China trying to create new globalised Buddhist network: Home ministry advisor
Union home ministry advisor on Tibet Affairs said China was also engaging with Buddhist populations in India’s neighbouring countries, particularly Nepal.Updated: Feb 22, 2018 07:37 IST
China’s use of Buddhism to emerge as a world leader and its efforts to create a new globalised Buddhist network comprising affluent Chinese Buddhists is bound to affect the Tibetan struggle and India’s relationship with its neighbours, a top government advisor warned on Wednesday.
“China’s emergence as a global power has been discussed widely but what has escaped scrutiny is China’s outreach to the Buddhist world,” said Union home ministry advisor on Tibet Affairs, Amitabh Mathur said at a conference ‘China’s engagement with the Buddhist world: Challenges posed’ organised by the Institute of Chinese Studies.
“China has concluded that they will wait for the time when his Holiness Dalai Lama is no more without whom Tibetans can possibly break into factions and it would be easier for the Chinese to stabilise the situation in Tibet. But the Tibetan struggle has not been a political one, it’s a civilisational struggle. Inspiration for this struggle comes from religious sources not from political, “Mathur said.
Mathur said that China in order to “check the Tibetan struggle” and to emerge as global voice for Buddhism has taken concrete steps such as establishing Buddhist academic institutions across Southeast Asia and engaging with the influential Buddhist clergy.
Mathur a former intelligence officer was appointed as an advisor on Tibet affairs in 2015 owing to his extensive work in the region.

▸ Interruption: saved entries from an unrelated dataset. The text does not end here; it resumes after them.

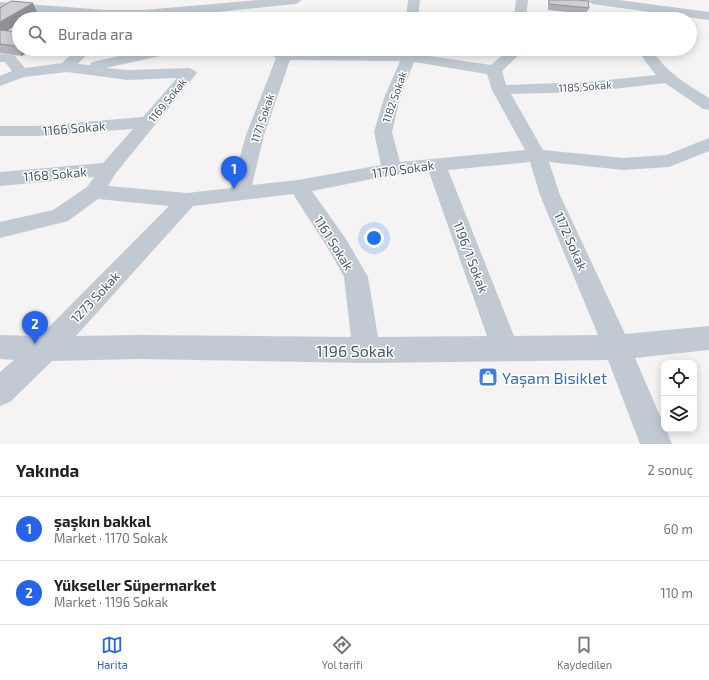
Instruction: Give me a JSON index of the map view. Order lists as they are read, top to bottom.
{
  "streets": {
    "street": [
      "1185 Sokak",
      "1182 Sokak",
      "1169 Sokak",
      "1171 Sokak",
      "1166 Sokak",
      "1170 Sokak",
      "1168 Sokak",
      "1172 Sokak",
      "1161 Sokak",
      "1196/1 Sokak",
      "1273 Sokak",
      "1196 Sokak"
    ]
  },
  "crossings": [
    ["1185 Sokak", "1172 Sokak"],
    ["1182 Sokak", "1170 Sokak"],
    ["1169 Sokak", "1166 Sokak"],
    ["1169 Sokak", "1170 Sokak"],
    ["1169 Sokak", "1168 Sokak"],
    ["1171 Sokak", "1170 Sokak"],
    ["1170 Sokak", "1172 Sokak"],
    ["1170 Sokak", "1161 Sokak"],
    ["1170 Sokak", "1196/1 Sokak"],
    ["1170 Sokak", "1273 Sokak"],
    ["1172 Sokak", "1196 Sokak"],
    ["1161 Sokak", "1196 Sokak"],
    ["1196/1 Sokak", "1196 Sokak"],
    ["1273 Sokak", "1196 Sokak"]
  ],
  "places": {
    "shop": ["Yaşam Bisiklet"]
  },
  "page": {
    "search": "Burada ara",
    "pins": ["1", "2"],
    "heading": ["Yakında", "2 sonuç"],
    "list": [
      {
        "mark": "1",
        "name": "şaşkın bakkal",
        "note": "Market · 1170 Sokak",
        "value": "60 m"
      },
      {
        "mark": "2",
        "name": "Yükseller Süpermarket",
        "note": "Market · 1196 Sokak",
        "value": "110 m"
      }
    ],
    "nav": ["Harita", "Yol tarifi", "Kaydedilen"]
  }
}
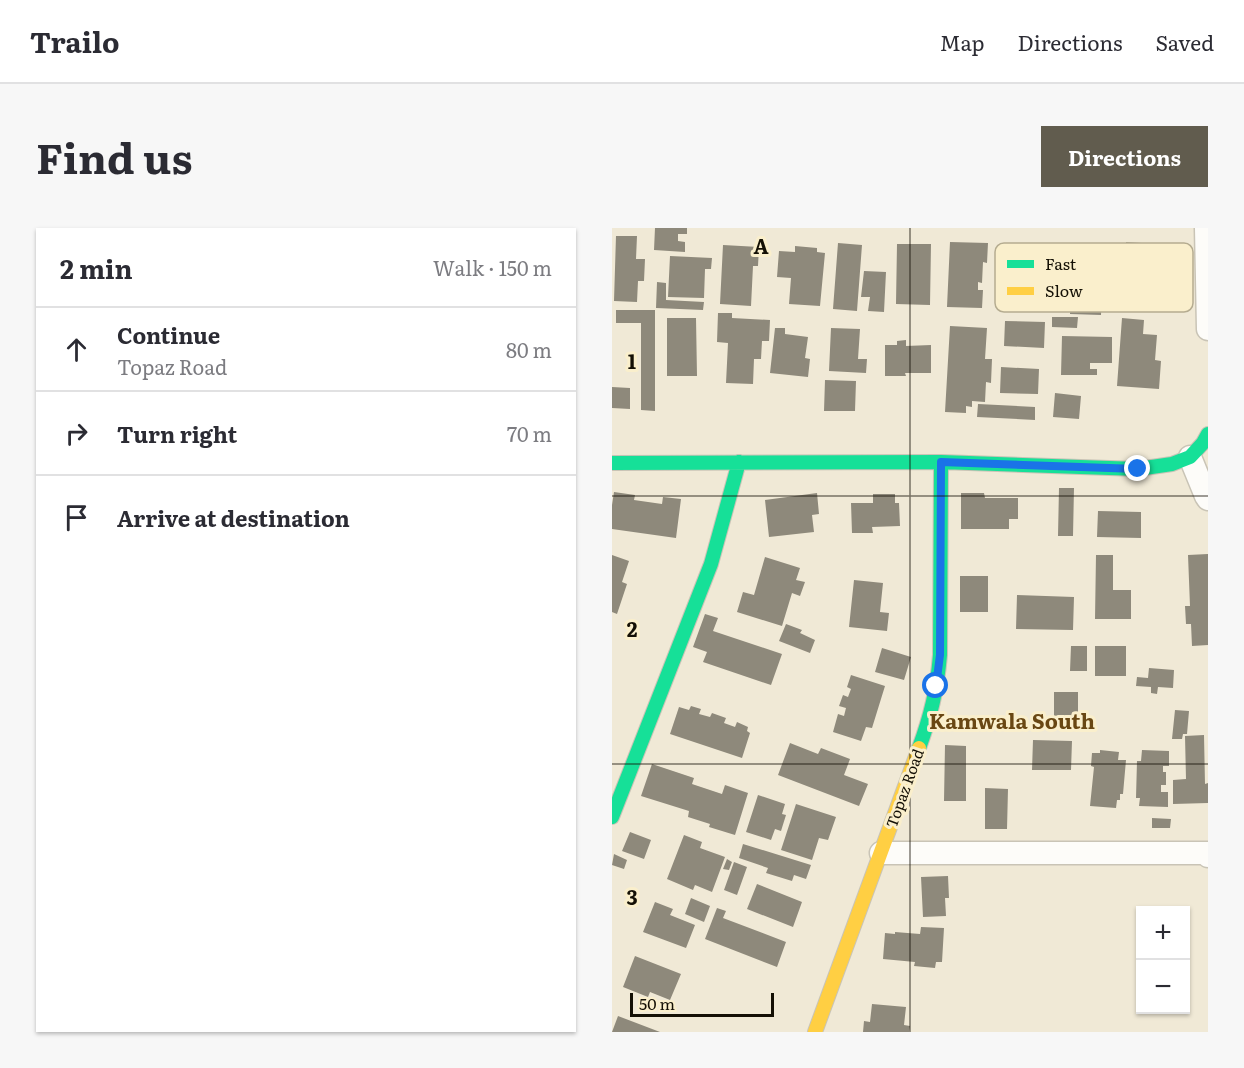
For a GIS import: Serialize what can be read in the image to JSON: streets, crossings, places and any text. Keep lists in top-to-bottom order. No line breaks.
{"streets":{"street":["Topaz Road"]},"districts":["Kamwala South"],"legend":["Fast","Slow"],"scale_bar":"50 m","page":{"header":"Trailo","nav":["Map","Directions","Saved"],"title":"Find us","buttons":"Directions","heading":["2 min","Walk · 150 m"],"list":[["Continue","Topaz Road","80 m"],["Turn right","70 m"],"Arrive at destination"],"map_buttons":["+","−"],"scale":"50 m"},"grid":{"columns":["A"],"rows":["1","2","3"]}}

“China has created a cadre of loyal monks in their academia of Buddhist institutes. They have downsized the number of monks and monasteries. There is serious restriction of movement of monks and nuns from their monasteries to different monasteries. Most importantly the identification and incarnations of Lama’s have been appropriated by the establishment,” he said.
Mathur also said China was also engaging with Buddhist populations in India’s neighbouring countries, particularly Nepal.
“I think we need to engage with the influential Buddist clergy in south east Asian Myannmar and Sri Lanka and make sure that the discourse on the origin of Buddhism is corrected and I am sure it will deliver diplomatic political dividends,” he said.